Click here for the complete collection of terrorism essays

     These unfortunate disclosures came in two installments: before Conditt blew himself up, and after. One day preceding his capture the New York Times whined that officials were being “tight-lipped about the details of the case.” So for that piece reporters turned elsewhere. Their stool pigeons included a “federal agent and explosives expert who spoke on the condition of anonymity because he was not authorized to speak to the media” as well as two well-known pundits, former Boston police commissioner Ed Davis and retired FBI profiler Clinton Van Zandt. While these sources said little about the current investigation they provided compelling detail about how device reconstruction, shrapnel analysis and bomber behavior can help police identify suspects and track them down.

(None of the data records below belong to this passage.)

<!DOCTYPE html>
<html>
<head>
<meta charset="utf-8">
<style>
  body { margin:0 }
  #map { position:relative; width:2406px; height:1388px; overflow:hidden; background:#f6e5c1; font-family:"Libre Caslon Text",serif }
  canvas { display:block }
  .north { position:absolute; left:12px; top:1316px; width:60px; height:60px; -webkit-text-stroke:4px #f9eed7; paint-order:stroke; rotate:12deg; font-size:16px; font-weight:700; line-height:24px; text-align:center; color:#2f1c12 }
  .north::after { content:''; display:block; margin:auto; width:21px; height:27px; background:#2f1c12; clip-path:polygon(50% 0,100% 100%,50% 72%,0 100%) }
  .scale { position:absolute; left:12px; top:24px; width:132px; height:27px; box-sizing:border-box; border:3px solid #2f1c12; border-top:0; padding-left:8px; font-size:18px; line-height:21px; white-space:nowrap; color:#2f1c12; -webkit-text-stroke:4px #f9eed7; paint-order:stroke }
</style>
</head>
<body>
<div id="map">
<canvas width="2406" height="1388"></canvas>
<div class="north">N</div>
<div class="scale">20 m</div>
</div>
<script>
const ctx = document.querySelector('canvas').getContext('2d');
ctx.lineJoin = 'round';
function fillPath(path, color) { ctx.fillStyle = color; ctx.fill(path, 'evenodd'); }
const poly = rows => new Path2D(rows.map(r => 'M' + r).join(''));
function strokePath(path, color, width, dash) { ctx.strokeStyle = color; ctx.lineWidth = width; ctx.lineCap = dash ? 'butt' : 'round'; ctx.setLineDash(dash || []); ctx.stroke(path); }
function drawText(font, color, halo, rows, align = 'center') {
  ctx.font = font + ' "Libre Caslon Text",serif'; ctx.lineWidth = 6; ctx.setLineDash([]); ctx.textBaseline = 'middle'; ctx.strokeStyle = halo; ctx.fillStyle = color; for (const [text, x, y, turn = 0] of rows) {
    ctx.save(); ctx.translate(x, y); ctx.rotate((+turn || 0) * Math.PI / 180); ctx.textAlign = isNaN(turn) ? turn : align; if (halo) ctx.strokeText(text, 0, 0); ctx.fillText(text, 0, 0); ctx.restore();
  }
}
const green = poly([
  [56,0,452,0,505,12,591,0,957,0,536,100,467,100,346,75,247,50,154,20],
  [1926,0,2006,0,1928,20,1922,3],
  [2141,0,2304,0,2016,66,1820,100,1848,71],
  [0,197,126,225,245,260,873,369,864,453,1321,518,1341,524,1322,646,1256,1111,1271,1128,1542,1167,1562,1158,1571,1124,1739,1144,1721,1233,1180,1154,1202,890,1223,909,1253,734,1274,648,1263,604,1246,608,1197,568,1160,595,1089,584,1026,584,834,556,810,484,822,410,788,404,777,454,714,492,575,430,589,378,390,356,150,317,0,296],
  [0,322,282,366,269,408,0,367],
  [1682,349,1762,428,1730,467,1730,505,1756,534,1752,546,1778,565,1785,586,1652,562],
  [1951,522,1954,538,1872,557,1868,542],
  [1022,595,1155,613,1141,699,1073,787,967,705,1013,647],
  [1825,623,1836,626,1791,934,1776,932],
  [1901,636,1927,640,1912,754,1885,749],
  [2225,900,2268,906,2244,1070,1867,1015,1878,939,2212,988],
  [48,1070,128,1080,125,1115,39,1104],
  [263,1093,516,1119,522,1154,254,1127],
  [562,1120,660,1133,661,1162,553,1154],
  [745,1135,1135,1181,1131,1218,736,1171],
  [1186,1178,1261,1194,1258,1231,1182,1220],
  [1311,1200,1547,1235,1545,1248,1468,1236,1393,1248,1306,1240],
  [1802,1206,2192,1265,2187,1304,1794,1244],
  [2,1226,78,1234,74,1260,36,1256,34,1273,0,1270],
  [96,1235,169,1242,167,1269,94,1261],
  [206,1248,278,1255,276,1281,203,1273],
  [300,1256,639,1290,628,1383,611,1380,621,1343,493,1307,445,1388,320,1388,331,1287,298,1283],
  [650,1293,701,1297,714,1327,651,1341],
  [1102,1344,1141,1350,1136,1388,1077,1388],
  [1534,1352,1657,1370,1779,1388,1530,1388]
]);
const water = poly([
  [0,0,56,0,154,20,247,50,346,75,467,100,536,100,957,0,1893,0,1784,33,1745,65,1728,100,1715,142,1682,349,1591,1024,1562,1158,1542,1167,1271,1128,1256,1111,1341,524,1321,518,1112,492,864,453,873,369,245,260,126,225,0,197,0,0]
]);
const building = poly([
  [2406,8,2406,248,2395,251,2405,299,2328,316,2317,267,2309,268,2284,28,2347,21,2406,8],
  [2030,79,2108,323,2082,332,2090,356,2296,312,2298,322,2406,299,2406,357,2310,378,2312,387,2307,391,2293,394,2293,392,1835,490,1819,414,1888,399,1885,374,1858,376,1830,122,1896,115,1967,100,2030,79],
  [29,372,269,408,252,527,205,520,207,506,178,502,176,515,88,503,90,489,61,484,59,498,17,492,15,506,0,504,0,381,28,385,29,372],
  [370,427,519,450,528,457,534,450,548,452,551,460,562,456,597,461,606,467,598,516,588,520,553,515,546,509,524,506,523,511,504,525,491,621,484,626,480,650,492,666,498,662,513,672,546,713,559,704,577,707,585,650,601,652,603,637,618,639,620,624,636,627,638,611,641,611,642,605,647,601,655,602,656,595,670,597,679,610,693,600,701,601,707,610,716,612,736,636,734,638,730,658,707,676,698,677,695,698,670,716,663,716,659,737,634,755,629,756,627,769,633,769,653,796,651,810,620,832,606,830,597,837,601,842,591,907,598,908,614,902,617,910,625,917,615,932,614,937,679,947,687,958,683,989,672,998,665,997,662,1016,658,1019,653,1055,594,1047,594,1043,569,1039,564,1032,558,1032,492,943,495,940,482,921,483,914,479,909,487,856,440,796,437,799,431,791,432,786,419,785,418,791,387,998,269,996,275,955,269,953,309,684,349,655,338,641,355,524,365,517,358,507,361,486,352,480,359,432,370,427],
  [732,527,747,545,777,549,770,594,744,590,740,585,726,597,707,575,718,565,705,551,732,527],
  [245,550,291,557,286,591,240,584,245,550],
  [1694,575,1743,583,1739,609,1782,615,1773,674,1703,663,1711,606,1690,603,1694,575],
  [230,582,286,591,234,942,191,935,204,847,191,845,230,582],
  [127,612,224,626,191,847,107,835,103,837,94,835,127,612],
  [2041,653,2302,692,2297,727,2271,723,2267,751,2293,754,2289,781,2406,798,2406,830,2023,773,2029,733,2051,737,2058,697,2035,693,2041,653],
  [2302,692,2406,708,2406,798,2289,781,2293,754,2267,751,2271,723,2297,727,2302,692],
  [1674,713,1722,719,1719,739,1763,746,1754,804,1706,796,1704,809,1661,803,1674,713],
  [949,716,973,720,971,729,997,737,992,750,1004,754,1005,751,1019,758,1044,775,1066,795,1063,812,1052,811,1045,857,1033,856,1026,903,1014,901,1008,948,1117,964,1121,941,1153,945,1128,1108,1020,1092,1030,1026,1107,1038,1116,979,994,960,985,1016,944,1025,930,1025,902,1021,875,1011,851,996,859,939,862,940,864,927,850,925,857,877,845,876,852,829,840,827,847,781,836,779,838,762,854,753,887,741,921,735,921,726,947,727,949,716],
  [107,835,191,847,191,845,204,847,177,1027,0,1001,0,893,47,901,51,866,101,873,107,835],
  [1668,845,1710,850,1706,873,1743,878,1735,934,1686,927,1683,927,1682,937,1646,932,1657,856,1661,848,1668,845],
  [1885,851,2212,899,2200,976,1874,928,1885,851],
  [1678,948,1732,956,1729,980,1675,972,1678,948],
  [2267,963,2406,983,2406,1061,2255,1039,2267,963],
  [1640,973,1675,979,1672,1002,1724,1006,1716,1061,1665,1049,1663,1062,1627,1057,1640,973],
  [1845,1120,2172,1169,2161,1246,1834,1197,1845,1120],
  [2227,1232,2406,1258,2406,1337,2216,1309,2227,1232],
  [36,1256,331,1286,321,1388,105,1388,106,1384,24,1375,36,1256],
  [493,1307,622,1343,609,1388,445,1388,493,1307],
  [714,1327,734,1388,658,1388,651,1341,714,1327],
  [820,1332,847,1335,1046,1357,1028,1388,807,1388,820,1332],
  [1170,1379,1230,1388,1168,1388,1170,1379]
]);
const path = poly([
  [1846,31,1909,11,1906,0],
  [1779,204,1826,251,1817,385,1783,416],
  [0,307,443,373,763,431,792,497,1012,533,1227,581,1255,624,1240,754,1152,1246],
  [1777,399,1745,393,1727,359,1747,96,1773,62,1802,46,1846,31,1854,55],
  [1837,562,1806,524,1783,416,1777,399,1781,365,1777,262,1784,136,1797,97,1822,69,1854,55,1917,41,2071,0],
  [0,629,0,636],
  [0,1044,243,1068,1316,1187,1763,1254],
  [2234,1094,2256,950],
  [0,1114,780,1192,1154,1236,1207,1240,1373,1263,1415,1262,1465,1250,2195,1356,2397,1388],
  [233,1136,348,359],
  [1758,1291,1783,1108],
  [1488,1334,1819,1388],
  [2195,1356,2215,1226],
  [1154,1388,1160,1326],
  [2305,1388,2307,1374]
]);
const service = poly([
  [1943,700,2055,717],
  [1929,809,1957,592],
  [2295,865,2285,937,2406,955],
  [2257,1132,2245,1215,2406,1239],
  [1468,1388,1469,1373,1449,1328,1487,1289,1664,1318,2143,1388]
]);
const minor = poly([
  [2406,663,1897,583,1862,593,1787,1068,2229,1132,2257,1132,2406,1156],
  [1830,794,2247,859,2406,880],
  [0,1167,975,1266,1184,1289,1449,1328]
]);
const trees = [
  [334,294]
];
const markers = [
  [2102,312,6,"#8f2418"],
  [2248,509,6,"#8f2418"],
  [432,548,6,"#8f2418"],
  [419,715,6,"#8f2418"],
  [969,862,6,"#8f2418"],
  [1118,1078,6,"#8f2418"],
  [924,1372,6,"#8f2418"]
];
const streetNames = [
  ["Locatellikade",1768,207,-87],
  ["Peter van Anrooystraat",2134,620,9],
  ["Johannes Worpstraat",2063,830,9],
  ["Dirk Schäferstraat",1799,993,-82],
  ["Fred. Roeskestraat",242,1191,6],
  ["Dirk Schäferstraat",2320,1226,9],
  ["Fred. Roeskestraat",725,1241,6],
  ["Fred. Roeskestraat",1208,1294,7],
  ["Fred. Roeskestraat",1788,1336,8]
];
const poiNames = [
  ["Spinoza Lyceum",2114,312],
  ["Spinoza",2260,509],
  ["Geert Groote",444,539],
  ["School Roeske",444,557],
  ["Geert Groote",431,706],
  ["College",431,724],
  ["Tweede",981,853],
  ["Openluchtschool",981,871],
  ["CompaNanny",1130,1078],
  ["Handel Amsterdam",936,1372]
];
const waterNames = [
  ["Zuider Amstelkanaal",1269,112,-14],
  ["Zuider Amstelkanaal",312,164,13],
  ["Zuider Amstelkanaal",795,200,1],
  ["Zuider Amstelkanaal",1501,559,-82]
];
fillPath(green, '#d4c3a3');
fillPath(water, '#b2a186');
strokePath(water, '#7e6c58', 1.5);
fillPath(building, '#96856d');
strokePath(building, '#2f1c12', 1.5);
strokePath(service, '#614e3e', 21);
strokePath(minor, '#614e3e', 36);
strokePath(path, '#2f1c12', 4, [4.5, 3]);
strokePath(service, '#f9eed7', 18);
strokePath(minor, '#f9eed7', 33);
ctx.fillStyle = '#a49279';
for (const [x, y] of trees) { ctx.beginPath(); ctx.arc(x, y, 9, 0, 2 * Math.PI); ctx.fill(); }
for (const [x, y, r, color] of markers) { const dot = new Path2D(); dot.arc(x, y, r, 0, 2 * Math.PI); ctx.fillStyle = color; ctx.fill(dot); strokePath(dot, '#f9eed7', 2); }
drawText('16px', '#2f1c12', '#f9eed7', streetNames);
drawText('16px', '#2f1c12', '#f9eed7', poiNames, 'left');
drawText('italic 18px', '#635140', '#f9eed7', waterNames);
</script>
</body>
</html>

     To this former ATF agent, that was bad enough, though not unforgivably so. After all, he once taught a course on criminal investigation at Cal State Fullerton. But immediately after Conditt’s death the media fully shed its gloves, publishing extensive, highly detailed accounts of precisely how the Feds and cops identified and pursued Conditt. We won’t publish extracts here, but if you’re hankering to be disgusted check out these pieces in the New York Times and Austin Statesman.

     Of course, these “how-to” guides for terrorism didn’t originate with on-the-record releases by agency PIO’s. According to the Times its sources included anonymous “investigators,” an unnamed member of “federal law enforcement” and “political leaders” whose positions entitled them to official briefings. Surprisingly, one of these lawmakers was identified. Astoundingly, he turned out to be the Hon. Michael McCaul, Chair of the House Homeland Security Committee, most recently John Kelly’s political overseer. By virtue of his position Congressman McCaul should have known far, far better than to carelessly blab about sources and methods. But he did. We’re loath to repeat what he said, but curious readers can refer to the above-linked article in the Times and to a second story in the Statesman.

     What’s to be done? As your blogger discovered early during his Federal career, good reporters are every bit as bright, inquisitive and, yes, pushy as the best criminal investigator. After all, neither they nor their employers can prosper in the unforgiving, highly competitive media market without producing tangible results. So forget about changing them. First, focus within. Counsel and train all who are privy to criminal casework to keep sources and methods close to the chest. Then counsel and train them again. Require that media inquiries about sensitive matters and breaking events be referred to PIO’s. Most importantly, be sure that your outreach includes members of the political class, who benefit from favorable press coverage and may give little thought to the ill effects of sharing a juicy morsel (or two, or three) with a friendly reporter. And by all means look on pundits for the plague they are.

     To be sure, people have a right to be informed. They also have the right not to be blown up. By all means let’s find a happy medium before the next psychopath strikes.